Old East York comprises 21.26 square kilometres (8.21 sq. mi), ranging roughly from Woodbine to the east, pape to the west, O’Connor to the north and Sammon to the south. East York is proudly working-class neighbourhood with a combination of middle-class homes and a number of high-rise developments located in the heart of the neighbourhood. The Don River separates East York from what was formally considered the City of Toronto. East York used to have one of the greatest concentration of wartime bungalows in the city, but over time they have been increasingly bought up by young professionals who are building new homes in their place.

East York was originally part of the township of York. Soon after the Bloor-Danforth (Prince Edward) Viaduct opened in 1919 and York began to prosper, North York broke off and became a township. The residents of East York began to feel that their infrastructure (including sewers and roads) was being neglected by the York Township, and they subsequently voted to become part of Toronto. Many military veterans moved into the area after the war and built inexpensive homes, ie bungalows.

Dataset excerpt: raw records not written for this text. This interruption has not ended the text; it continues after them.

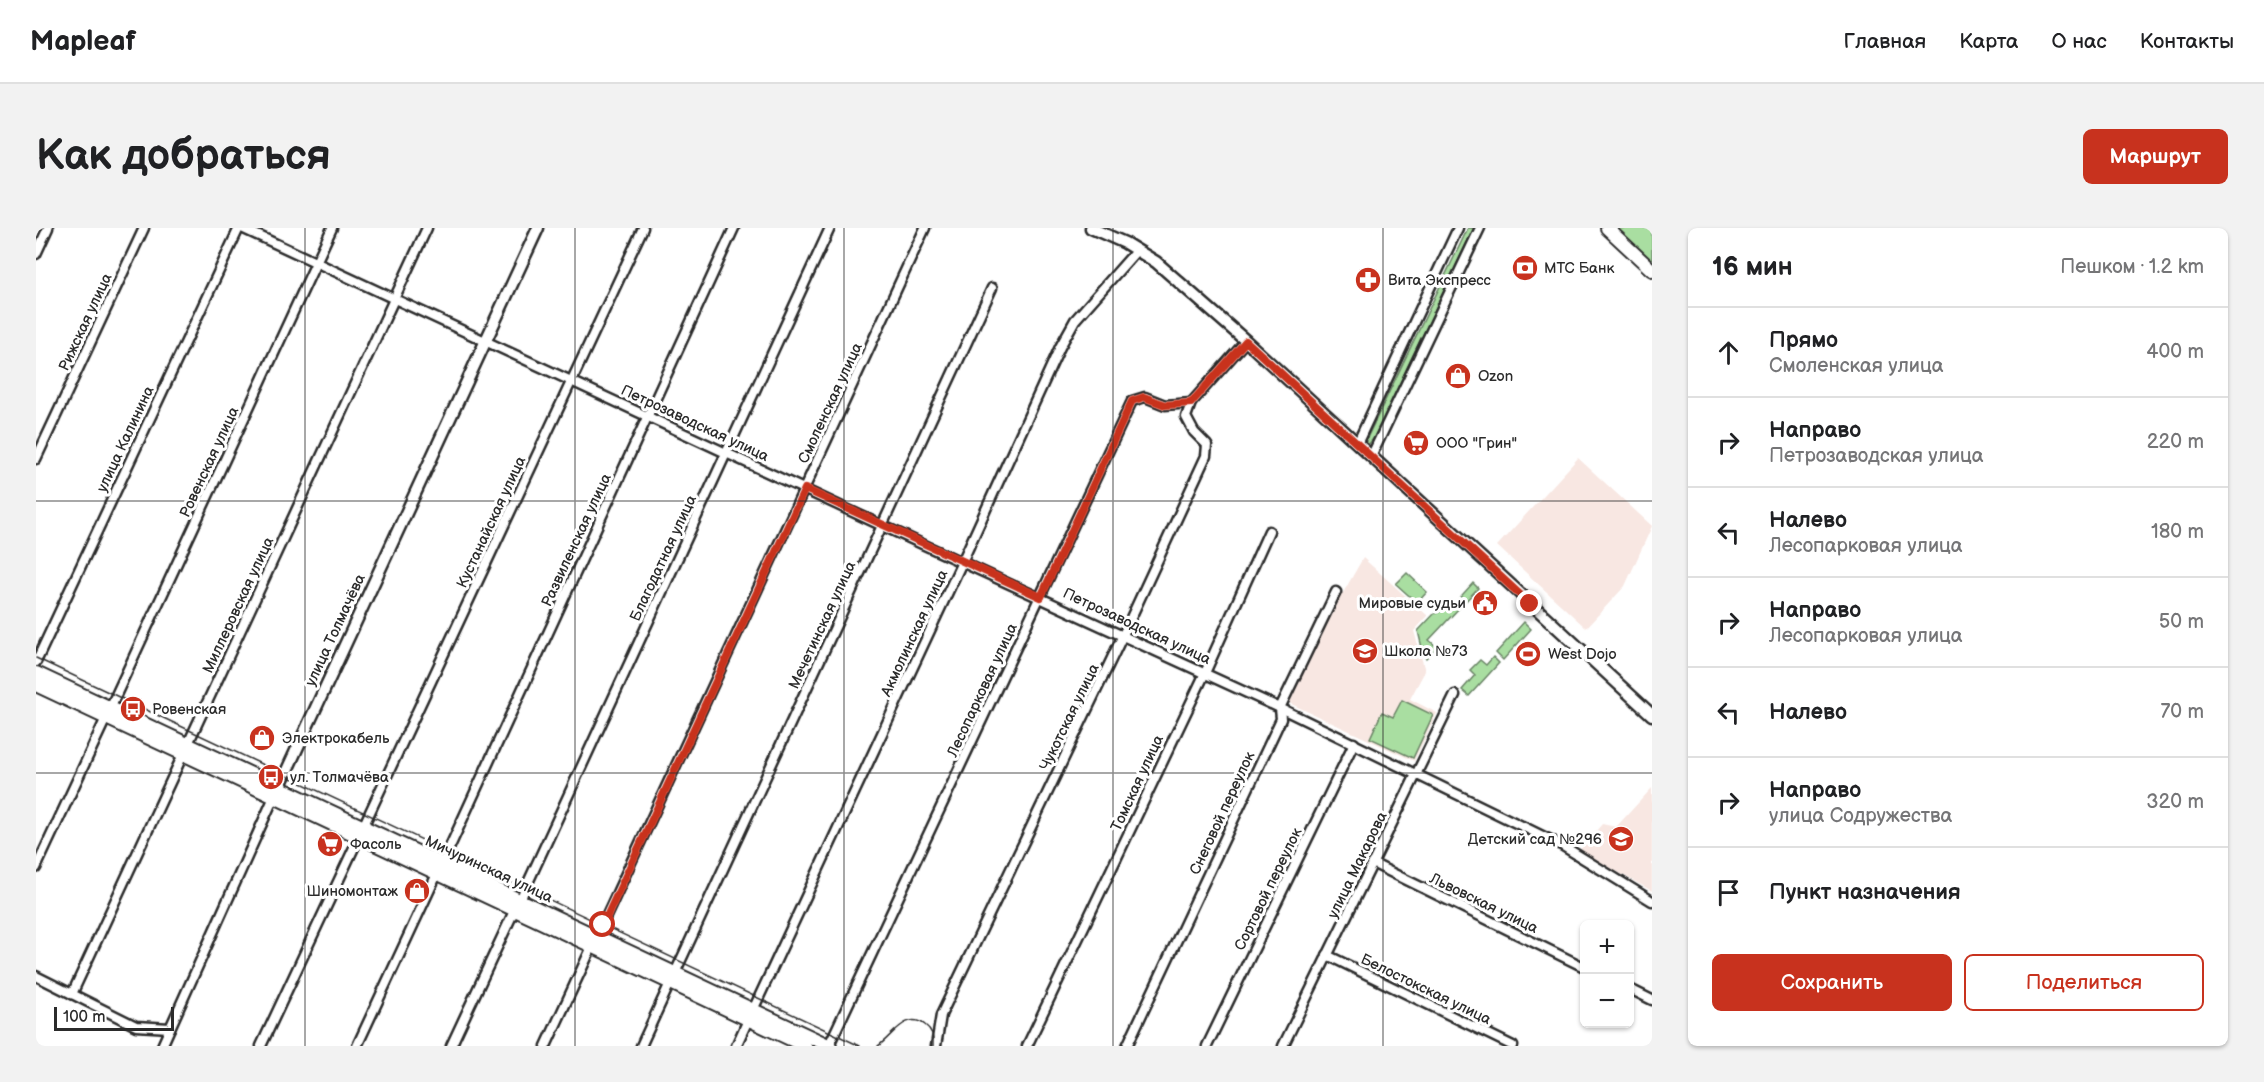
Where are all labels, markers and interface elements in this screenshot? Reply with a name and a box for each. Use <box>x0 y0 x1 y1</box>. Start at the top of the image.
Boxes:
text: Mapleaf <box>30 25 136 58</box>
text: Главная <box>1843 29 1926 54</box>
text: Карта <box>1959 29 2018 54</box>
text: О нас <box>2051 29 2107 54</box>
text: Контакты <box>2140 29 2234 54</box>
button: Маршрут <box>2083 129 2228 184</box>
text: Как добраться <box>36 131 331 182</box>
text: 16 мин <box>1712 252 1793 283</box>
bank icon: МТС Банк <box>1510 253 1540 283</box>
text: Пешком · 1.2 km <box>2060 255 2204 279</box>
place label: МТС Банк <box>1544 259 1614 278</box>
pharmacy icon: Вита Экспресс <box>1353 265 1383 295</box>
street label: Рижская улица <box>54 270 116 374</box>
place label: Вита Экспресс <box>1388 271 1492 290</box>
text: Прямо <box>1769 327 1838 354</box>
icon: ahead <box>1712 336 1745 369</box>
street label: Смоленская улица <box>794 340 867 467</box>
text: 400 m <box>2146 340 2204 364</box>
text: Смоленская улица <box>1769 354 1944 378</box>
shop icon: Ozon <box>1443 361 1473 391</box>
place label: Ozon <box>1478 367 1513 386</box>
street label: Петрозаводская улица <box>618 381 772 466</box>
street label: улица Калинина <box>92 383 158 495</box>
street label: Ровенская улица <box>176 404 243 521</box>
text: Направо <box>1769 417 1861 444</box>
icon: right <box>1712 426 1745 459</box>
supermarket icon: ООО "Грин" <box>1401 428 1431 458</box>
text: 220 m <box>2147 430 2204 454</box>
place label: ООО "Грин" <box>1436 434 1517 453</box>
text: Петрозаводская улица <box>1769 444 1984 468</box>
street label: Кустанайская улица <box>453 453 530 591</box>
street label: Развиленская улица <box>537 470 616 610</box>
street label: Благодатная улица <box>626 492 701 624</box>
text: Налево <box>1769 507 1847 534</box>
icon: left <box>1712 516 1745 549</box>
text: 180 m <box>2151 520 2204 544</box>
street label: Миллеровская улица <box>199 534 278 676</box>
text: Лесопарковая улица <box>1769 534 1963 558</box>
street label: Мечетинская улица <box>785 558 860 692</box>
street label: Акмолинская улица <box>876 567 952 701</box>
street label: улица Толмачёва <box>301 571 370 689</box>
street label: Петрозаводская улица <box>1060 584 1214 669</box>
public building icon: Мировые судьи <box>1470 588 1500 618</box>
route end <box>1516 590 1542 616</box>
place label: Мировые судьи <box>1359 594 1466 613</box>
text: Направо <box>1769 597 1861 624</box>
icon: right <box>1712 606 1745 639</box>
text: 50 m <box>2159 610 2204 634</box>
street label: Лесопарковая улица <box>943 620 1022 761</box>
text: Лесопарковая улица <box>1769 624 1963 648</box>
school or university icon: Школа №73 <box>1350 636 1380 666</box>
sports icon: West Dojo <box>1513 639 1543 669</box>
place label: Школа №73 <box>1384 642 1468 661</box>
place label: West Dojo <box>1548 645 1617 664</box>
street label: Чукотская улица <box>1035 661 1104 774</box>
bus stop icon: Ровенская <box>118 694 148 724</box>
icon: left <box>1712 696 1745 729</box>
text: Налево <box>1769 699 1847 726</box>
place label: Ровенская <box>152 700 226 719</box>
text: 70 m <box>2160 700 2204 724</box>
shop icon: Электрокабель <box>247 723 277 753</box>
place label: Электрокабель <box>282 729 390 748</box>
street label: Томская улица <box>1107 732 1168 834</box>
street label: Снеговой переулок <box>1186 749 1259 878</box>
bus stop icon: ул. Толмачёва <box>256 762 286 792</box>
place label: ул. Толмачёва <box>290 768 389 787</box>
text: Направо <box>1769 777 1861 804</box>
icon: right <box>1712 786 1745 819</box>
text: 320 m <box>2146 790 2204 814</box>
text: улица Содружества <box>1769 804 1952 828</box>
street label: улица Макарова <box>1323 809 1392 922</box>
school or university icon: Детский сад №296 <box>1606 824 1636 854</box>
street label: Сортовой переулок <box>1231 825 1306 954</box>
supermarket icon: Фасоль <box>315 829 345 859</box>
place label: Детский сад №296 <box>1468 830 1602 849</box>
street label: Мичуринская улица <box>422 832 556 907</box>
place label: Фасоль <box>350 835 402 854</box>
street label: Львовская улица <box>1426 869 1541 938</box>
shop icon: Шиномонтаж <box>402 876 432 906</box>
icon: arrive <box>1712 876 1745 909</box>
text: Пункт назначения <box>1769 879 1961 906</box>
place label: Шиномонтаж <box>307 882 399 901</box>
route start <box>589 911 615 937</box>
map controls <box>1580 920 1634 1028</box>
button: + <box>1580 920 1634 974</box>
street label: Белостокская улица <box>1358 950 1494 1029</box>
button: Сохранить <box>1712 954 1952 1011</box>
button: Поделиться <box>1964 954 2204 1011</box>
button: − <box>1580 974 1634 1028</box>
scale bar <box>54 1004 174 1032</box>
text: 100 m <box>63 1008 106 1027</box>

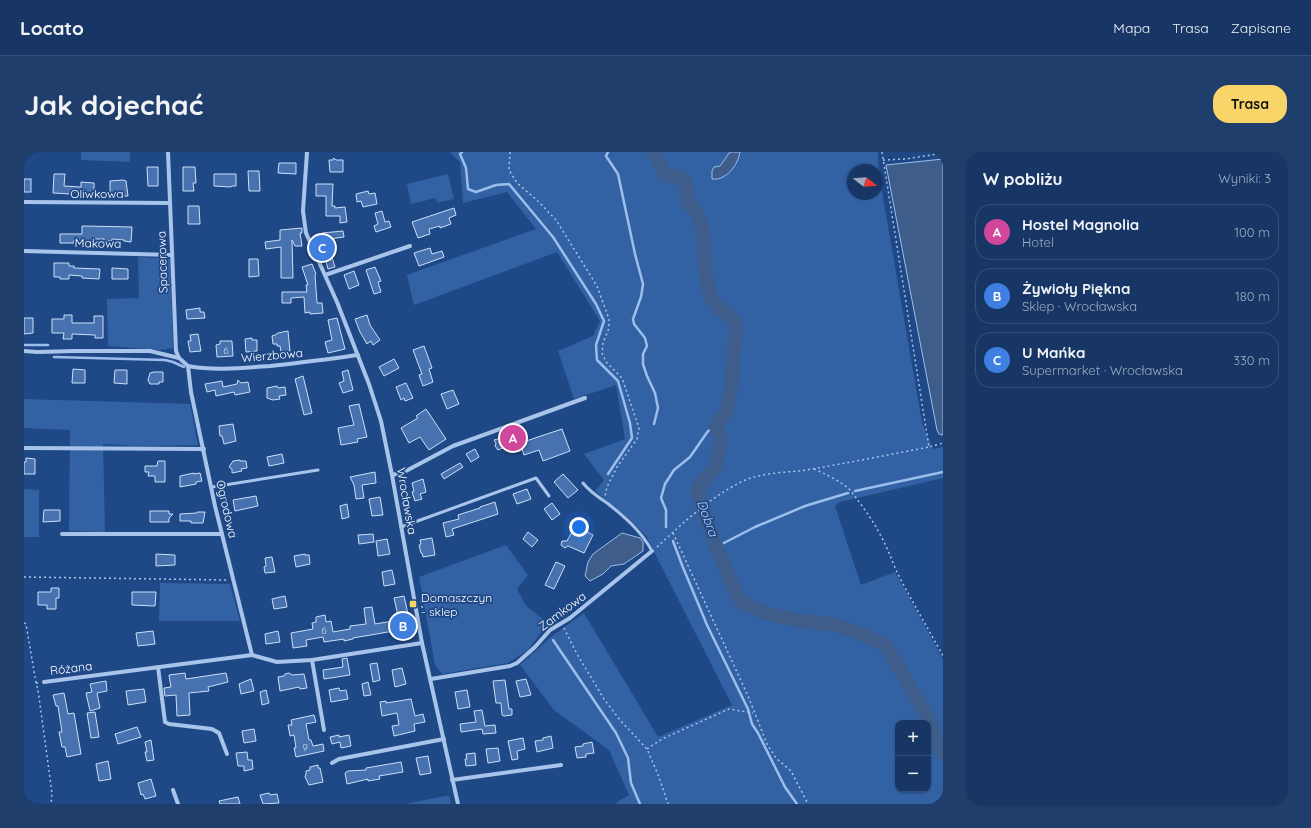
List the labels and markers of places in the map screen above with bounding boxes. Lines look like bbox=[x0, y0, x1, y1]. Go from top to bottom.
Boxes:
pin: C bbox=[309, 233, 335, 263]
pin: A bbox=[500, 423, 526, 453]
place label: Domaszczyn - sklep bbox=[421, 590, 492, 619]
marker: Domaszczyn - sklep bbox=[408, 599, 418, 609]
pin: B bbox=[390, 611, 416, 641]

East York residents tended to be frugal and socially conscious. In 1967 the township of East York joined with the residential community of Leaside and became the borough of East York. Alcohol was prohibited in the restaurants and other establishments in the neighbourhood until the 1970s. Businesses serving alcohol were just over the border on Danforth Avenue in Toronto. East York later became a semi-autonomous community with upscale shops and began the evolution to what it is today.

Religion is very important to East Yorkers no matter their place of origin. Over 80% identify themselves as either Christian, Muslim or some other religious group. Sports is also a uniting passion, and East York residents have a long history of supporting hockey, soccer and baseball, and are also passionate about education.

East York has long been known for its neighbourliness and small town feel. That tradition continues today. It’s a kid-friendly area that has drawn many young professionals who appreciate a good quality of life. East York is home to one of the oldest Canada Day celebrations and the incredibly fresh fruits and vegetables at the East York Farmer’s Market. It also offers easy access to downtown Toronto’s incredibly diverse cultural hotspots and its vibrant nightlife.